Information shown section start
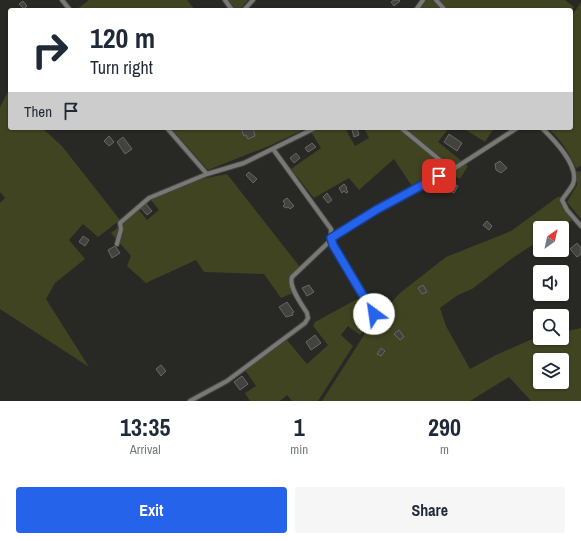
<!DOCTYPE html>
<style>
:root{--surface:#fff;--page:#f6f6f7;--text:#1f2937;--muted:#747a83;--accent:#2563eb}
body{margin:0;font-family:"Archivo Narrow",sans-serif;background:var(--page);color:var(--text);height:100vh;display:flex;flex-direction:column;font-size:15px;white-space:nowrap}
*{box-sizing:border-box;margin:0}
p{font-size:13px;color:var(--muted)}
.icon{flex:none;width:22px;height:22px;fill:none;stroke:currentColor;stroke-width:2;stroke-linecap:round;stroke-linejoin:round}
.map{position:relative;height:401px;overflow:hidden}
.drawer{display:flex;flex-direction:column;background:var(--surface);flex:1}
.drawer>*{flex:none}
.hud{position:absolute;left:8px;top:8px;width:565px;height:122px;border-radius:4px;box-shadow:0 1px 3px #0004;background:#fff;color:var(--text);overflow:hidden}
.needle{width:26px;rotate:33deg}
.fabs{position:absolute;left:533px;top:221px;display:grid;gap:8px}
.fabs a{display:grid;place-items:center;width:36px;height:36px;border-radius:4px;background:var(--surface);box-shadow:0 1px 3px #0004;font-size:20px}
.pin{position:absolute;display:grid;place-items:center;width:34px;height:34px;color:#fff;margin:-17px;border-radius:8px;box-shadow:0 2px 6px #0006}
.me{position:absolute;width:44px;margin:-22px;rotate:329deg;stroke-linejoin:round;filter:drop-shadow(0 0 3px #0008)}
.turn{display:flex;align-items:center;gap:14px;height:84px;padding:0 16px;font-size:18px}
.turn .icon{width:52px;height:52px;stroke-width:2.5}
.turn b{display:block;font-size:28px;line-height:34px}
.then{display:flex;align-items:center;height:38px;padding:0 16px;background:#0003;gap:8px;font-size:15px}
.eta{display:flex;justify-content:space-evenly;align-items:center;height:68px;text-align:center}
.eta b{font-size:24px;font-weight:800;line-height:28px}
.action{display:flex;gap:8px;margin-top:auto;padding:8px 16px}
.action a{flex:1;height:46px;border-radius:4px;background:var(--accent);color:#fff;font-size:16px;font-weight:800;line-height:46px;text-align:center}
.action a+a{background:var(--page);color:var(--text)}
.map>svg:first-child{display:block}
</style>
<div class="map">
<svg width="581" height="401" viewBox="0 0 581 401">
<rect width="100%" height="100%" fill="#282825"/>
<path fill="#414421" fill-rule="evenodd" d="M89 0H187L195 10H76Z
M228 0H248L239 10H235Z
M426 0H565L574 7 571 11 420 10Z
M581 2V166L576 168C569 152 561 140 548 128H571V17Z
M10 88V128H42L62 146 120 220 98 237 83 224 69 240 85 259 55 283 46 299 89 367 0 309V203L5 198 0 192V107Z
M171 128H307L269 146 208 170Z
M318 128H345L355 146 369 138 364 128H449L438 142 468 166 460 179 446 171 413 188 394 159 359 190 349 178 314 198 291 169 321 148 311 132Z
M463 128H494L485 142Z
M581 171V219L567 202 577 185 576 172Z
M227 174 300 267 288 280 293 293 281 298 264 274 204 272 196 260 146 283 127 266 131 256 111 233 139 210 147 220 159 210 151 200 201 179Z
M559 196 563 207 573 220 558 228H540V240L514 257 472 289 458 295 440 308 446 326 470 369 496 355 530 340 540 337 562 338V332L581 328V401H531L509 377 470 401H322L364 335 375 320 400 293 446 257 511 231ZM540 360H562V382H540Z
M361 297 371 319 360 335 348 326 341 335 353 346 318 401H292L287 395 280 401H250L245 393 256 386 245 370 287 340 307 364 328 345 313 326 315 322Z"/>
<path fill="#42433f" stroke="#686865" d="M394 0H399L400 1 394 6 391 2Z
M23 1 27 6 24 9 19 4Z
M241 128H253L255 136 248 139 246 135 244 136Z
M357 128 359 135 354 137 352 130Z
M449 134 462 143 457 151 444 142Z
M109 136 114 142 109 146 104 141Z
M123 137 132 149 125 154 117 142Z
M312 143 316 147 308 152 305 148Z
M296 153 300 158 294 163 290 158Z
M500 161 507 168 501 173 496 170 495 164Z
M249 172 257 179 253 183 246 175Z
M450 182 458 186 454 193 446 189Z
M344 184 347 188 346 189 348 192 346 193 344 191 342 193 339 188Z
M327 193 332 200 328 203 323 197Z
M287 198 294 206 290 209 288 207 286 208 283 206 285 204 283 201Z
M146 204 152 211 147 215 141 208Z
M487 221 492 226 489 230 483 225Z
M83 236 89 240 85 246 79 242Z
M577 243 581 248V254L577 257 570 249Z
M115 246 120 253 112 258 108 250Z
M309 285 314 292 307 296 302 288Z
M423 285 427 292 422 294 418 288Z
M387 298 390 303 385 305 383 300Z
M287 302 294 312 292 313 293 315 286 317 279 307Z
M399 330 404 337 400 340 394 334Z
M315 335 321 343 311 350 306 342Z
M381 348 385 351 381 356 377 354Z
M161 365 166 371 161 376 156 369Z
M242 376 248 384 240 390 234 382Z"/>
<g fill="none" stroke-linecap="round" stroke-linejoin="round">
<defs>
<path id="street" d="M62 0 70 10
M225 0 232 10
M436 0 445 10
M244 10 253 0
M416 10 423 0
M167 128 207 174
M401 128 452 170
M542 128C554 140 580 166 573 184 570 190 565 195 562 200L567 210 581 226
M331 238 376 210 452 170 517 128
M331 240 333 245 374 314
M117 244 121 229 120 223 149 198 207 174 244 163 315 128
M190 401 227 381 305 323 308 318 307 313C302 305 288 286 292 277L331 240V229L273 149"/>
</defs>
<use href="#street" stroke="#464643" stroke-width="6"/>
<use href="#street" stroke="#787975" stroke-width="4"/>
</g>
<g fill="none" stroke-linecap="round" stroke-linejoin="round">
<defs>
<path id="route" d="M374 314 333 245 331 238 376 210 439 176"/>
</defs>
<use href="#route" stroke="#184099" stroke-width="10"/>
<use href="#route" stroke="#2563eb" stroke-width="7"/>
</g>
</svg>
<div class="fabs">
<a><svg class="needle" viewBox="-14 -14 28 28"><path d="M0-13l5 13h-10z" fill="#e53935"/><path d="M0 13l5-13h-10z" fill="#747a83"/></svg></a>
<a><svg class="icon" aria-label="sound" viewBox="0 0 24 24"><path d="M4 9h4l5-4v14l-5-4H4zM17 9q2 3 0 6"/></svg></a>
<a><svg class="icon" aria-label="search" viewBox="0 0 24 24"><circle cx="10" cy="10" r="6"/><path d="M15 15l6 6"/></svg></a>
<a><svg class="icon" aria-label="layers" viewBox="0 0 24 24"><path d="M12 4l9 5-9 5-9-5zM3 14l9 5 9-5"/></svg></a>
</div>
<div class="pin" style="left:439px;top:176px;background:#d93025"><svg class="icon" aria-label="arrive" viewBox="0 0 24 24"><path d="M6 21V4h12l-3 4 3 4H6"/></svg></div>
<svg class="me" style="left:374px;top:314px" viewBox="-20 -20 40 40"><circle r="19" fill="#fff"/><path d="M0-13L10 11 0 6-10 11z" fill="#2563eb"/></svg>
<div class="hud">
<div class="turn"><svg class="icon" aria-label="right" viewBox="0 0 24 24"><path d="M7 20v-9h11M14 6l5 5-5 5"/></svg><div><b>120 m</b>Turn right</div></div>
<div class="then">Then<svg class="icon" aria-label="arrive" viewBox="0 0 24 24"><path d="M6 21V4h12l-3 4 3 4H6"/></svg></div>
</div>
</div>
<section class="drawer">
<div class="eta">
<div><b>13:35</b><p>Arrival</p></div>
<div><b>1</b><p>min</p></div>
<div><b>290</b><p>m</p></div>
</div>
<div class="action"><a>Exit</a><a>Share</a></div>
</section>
Information shown section end
Information shown section start
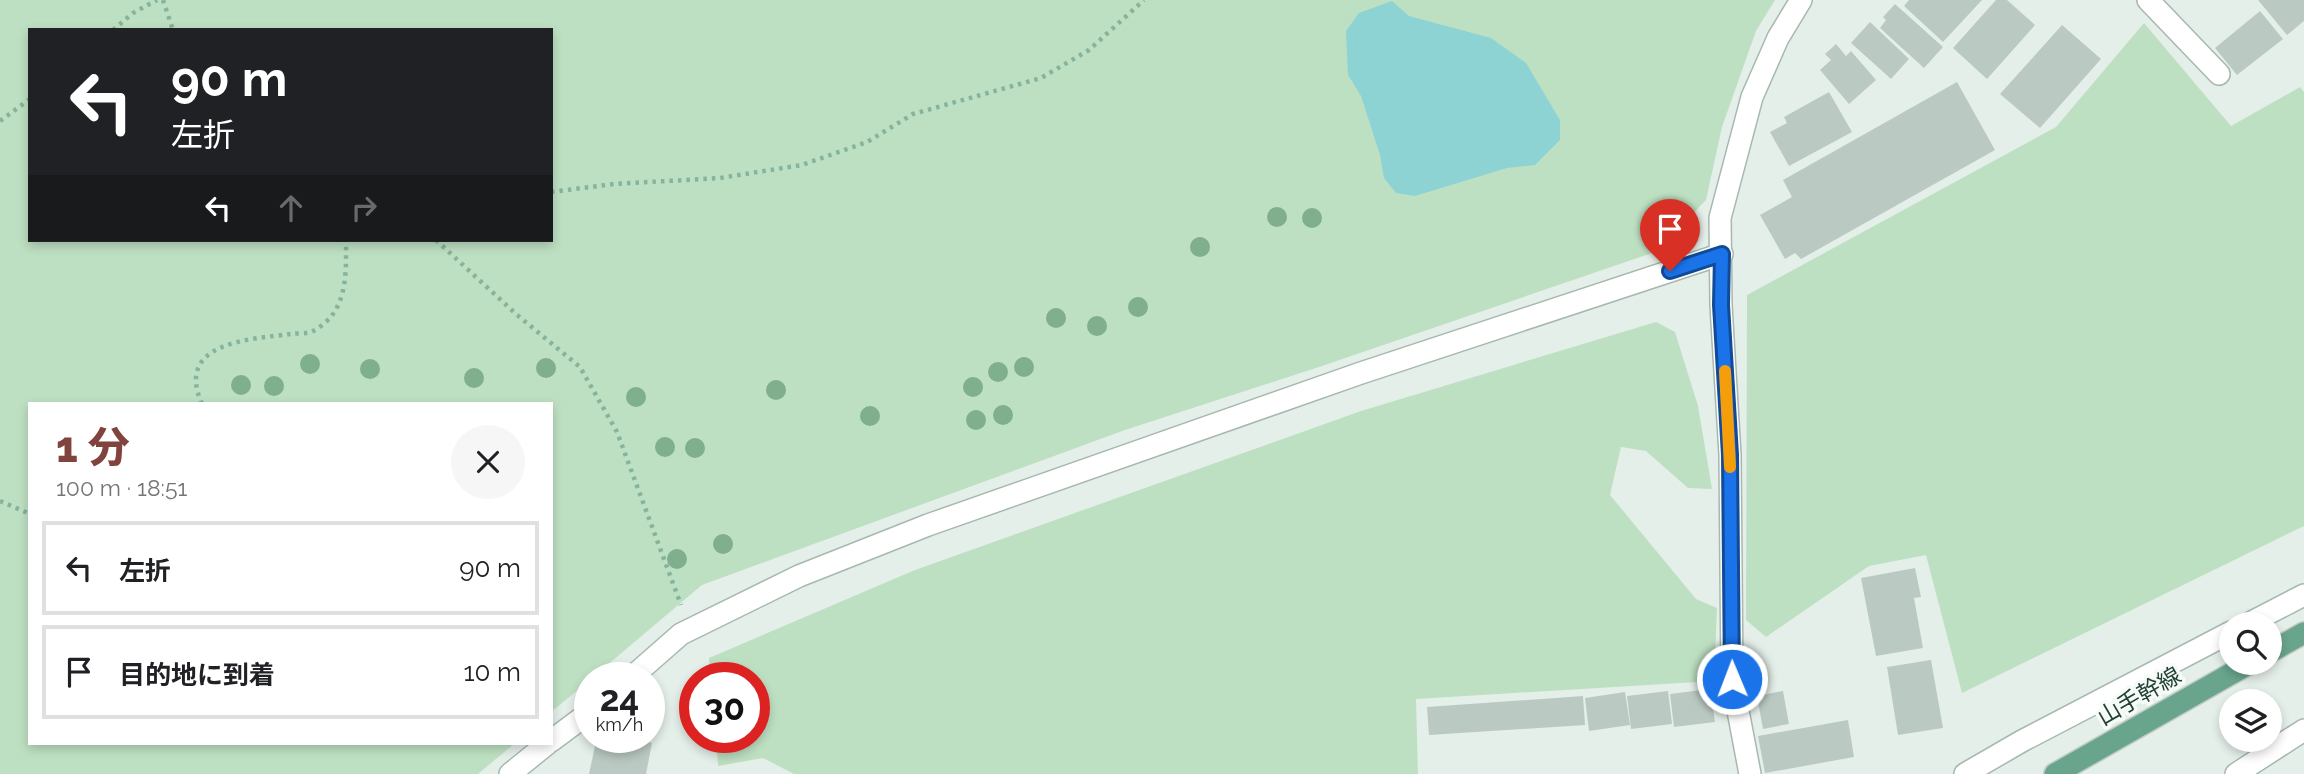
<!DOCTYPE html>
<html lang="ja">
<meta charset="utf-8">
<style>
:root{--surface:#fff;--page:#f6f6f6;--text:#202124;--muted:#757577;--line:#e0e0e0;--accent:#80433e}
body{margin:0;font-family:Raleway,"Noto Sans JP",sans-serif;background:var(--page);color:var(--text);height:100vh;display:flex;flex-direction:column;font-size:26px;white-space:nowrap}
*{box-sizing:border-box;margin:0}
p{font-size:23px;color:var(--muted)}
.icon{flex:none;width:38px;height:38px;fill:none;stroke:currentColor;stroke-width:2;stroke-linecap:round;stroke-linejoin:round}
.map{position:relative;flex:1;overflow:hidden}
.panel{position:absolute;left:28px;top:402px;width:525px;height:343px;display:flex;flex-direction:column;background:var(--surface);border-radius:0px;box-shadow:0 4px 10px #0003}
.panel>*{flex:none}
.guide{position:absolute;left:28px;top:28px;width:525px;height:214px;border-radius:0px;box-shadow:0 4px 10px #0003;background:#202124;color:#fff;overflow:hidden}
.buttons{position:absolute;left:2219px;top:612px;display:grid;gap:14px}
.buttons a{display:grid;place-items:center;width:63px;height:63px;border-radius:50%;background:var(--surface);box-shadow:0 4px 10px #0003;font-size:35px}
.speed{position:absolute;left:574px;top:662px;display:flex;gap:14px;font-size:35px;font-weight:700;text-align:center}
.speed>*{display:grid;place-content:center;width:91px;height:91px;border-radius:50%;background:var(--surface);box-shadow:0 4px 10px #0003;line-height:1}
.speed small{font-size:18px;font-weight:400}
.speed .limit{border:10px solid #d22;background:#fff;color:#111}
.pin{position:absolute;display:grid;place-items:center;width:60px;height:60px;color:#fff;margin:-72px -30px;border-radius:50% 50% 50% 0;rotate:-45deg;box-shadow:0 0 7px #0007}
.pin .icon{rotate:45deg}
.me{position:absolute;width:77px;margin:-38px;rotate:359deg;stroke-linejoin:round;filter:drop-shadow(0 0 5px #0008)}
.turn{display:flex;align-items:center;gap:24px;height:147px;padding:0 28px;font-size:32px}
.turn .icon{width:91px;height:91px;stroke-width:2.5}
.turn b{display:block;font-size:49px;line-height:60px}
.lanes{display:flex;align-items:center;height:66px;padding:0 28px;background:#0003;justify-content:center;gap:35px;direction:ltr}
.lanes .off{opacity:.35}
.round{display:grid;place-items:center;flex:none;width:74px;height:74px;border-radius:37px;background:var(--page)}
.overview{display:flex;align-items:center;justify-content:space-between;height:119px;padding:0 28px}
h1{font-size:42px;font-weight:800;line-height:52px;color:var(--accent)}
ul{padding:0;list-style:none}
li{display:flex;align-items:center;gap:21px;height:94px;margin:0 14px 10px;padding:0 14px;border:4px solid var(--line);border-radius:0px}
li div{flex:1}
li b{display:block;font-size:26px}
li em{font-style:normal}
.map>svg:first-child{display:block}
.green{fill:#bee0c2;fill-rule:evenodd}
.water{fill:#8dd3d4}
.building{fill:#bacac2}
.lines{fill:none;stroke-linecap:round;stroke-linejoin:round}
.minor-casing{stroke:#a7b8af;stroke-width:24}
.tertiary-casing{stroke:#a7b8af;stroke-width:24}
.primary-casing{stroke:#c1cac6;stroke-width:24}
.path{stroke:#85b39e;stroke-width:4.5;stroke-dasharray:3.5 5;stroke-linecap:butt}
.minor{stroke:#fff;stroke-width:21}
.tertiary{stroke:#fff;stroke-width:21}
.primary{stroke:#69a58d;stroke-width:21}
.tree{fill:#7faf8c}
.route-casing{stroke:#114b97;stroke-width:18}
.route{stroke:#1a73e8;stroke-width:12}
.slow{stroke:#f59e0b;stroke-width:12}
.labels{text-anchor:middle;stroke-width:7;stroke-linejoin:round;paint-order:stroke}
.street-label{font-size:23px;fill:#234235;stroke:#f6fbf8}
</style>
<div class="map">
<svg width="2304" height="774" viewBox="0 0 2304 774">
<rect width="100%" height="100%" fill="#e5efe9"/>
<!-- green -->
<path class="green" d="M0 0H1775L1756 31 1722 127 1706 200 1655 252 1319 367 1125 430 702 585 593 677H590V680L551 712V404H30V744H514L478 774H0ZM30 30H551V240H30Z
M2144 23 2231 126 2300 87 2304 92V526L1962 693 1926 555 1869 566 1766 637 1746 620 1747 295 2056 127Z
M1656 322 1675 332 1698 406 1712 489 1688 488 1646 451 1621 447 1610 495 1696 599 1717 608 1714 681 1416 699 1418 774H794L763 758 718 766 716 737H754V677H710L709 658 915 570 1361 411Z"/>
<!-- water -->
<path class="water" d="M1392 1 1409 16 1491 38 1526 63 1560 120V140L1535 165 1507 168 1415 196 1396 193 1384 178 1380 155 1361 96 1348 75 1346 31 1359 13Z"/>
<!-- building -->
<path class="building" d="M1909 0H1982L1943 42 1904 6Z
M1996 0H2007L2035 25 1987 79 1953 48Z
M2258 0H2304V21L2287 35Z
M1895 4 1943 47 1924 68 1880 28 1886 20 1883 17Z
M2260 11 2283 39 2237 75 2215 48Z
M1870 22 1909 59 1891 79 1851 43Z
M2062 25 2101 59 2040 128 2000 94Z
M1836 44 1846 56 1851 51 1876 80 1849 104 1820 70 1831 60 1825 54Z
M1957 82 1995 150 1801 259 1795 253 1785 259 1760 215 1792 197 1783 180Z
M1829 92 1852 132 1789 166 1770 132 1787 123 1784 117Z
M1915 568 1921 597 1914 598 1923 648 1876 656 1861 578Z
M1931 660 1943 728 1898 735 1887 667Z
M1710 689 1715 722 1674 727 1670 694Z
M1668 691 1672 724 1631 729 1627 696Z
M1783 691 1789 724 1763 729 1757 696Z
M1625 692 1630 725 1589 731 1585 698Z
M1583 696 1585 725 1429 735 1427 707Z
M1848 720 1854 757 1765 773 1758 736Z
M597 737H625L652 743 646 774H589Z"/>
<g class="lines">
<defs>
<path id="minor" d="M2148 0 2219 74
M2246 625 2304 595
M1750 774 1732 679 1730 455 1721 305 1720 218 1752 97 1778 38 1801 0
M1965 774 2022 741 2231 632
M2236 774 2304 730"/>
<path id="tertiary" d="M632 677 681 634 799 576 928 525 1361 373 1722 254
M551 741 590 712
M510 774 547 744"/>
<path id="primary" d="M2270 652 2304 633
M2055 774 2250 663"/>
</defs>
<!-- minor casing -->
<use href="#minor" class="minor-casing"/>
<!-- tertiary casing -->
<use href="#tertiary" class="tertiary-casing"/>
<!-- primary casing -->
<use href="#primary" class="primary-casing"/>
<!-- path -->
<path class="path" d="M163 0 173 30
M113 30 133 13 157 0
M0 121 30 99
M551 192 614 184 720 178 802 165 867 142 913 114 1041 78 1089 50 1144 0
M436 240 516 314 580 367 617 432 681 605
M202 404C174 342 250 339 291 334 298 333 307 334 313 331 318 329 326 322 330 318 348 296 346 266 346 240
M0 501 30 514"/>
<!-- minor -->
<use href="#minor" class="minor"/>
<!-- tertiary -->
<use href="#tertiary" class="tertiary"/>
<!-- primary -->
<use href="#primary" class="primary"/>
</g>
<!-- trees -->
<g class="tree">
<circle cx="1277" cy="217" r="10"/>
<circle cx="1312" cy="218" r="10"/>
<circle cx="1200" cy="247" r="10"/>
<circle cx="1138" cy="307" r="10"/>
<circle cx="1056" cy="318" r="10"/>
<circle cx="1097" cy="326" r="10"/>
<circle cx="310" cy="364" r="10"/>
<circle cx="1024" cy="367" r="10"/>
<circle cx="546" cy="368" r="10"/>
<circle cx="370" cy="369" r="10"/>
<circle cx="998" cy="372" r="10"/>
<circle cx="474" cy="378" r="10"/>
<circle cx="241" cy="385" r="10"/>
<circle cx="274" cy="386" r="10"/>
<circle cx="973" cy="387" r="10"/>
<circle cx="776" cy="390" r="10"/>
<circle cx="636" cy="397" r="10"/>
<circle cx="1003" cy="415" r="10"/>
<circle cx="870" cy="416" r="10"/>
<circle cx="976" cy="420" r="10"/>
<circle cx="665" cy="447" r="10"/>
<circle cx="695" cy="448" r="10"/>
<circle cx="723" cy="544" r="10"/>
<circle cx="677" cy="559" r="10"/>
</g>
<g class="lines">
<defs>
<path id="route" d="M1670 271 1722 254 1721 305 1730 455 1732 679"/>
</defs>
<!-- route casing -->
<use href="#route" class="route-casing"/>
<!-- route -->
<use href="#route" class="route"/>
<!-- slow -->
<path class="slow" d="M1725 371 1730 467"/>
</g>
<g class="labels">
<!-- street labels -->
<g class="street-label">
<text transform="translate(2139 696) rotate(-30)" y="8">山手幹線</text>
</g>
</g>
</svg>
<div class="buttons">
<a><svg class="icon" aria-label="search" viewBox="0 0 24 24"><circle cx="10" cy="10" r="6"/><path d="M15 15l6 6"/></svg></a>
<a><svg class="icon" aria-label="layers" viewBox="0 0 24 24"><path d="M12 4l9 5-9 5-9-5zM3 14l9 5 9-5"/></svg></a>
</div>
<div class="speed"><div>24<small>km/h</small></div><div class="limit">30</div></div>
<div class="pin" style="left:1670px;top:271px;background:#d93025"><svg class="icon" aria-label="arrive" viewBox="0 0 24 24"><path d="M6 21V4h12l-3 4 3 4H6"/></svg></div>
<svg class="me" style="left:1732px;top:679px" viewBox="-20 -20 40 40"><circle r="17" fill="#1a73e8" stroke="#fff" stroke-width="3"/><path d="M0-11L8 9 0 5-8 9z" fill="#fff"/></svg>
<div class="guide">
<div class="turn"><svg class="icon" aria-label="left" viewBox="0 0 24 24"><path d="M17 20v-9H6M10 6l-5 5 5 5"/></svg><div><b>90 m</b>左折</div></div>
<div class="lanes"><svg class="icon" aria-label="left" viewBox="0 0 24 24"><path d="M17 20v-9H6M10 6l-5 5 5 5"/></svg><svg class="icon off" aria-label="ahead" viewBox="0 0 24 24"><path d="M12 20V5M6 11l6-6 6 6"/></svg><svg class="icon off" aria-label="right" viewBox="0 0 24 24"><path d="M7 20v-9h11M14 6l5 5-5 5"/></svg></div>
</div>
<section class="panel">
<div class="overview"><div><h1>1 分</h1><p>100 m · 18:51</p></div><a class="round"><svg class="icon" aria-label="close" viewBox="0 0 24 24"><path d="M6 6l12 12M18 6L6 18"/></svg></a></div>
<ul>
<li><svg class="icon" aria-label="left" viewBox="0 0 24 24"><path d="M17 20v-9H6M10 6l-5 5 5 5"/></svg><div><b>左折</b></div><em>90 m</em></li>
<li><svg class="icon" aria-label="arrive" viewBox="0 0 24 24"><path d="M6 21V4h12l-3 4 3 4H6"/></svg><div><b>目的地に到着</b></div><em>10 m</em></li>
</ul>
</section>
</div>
Information shown section end
Restate word for word the lines of the data above, starting at the line containing "M1931 660 1943 728 1898 735 1887 667Z" and ending at the line containing "<!-- tertiary -->", both included, and nothing more.

M1931 660 1943 728 1898 735 1887 667Z
M1710 689 1715 722 1674 727 1670 694Z
M1668 691 1672 724 1631 729 1627 696Z
M1783 691 1789 724 1763 729 1757 696Z
M1625 692 1630 725 1589 731 1585 698Z
M1583 696 1585 725 1429 735 1427 707Z
M1848 720 1854 757 1765 773 1758 736Z
M597 737H625L652 743 646 774H589Z"/>
<g class="lines">
<defs>
<path id="minor" d="M2148 0 2219 74
M2246 625 2304 595
M1750 774 1732 679 1730 455 1721 305 1720 218 1752 97 1778 38 1801 0
M1965 774 2022 741 2231 632
M2236 774 2304 730"/>
<path id="tertiary" d="M632 677 681 634 799 576 928 525 1361 373 1722 254
M551 741 590 712
M510 774 547 744"/>
<path id="primary" d="M2270 652 2304 633
M2055 774 2250 663"/>
</defs>
<!-- minor casing -->
<use href="#minor" class="minor-casing"/>
<!-- tertiary casing -->
<use href="#tertiary" class="tertiary-casing"/>
<!-- primary casing -->
<use href="#primary" class="primary-casing"/>
<!-- path -->
<path class="path" d="M163 0 173 30
M113 30 133 13 157 0
M0 121 30 99
M551 192 614 184 720 178 802 165 867 142 913 114 1041 78 1089 50 1144 0
M436 240 516 314 580 367 617 432 681 605
M202 404C174 342 250 339 291 334 298 333 307 334 313 331 318 329 326 322 330 318 348 296 346 266 346 240
M0 501 30 514"/>
<!-- minor -->
<use href="#minor" class="minor"/>
<!-- tertiary -->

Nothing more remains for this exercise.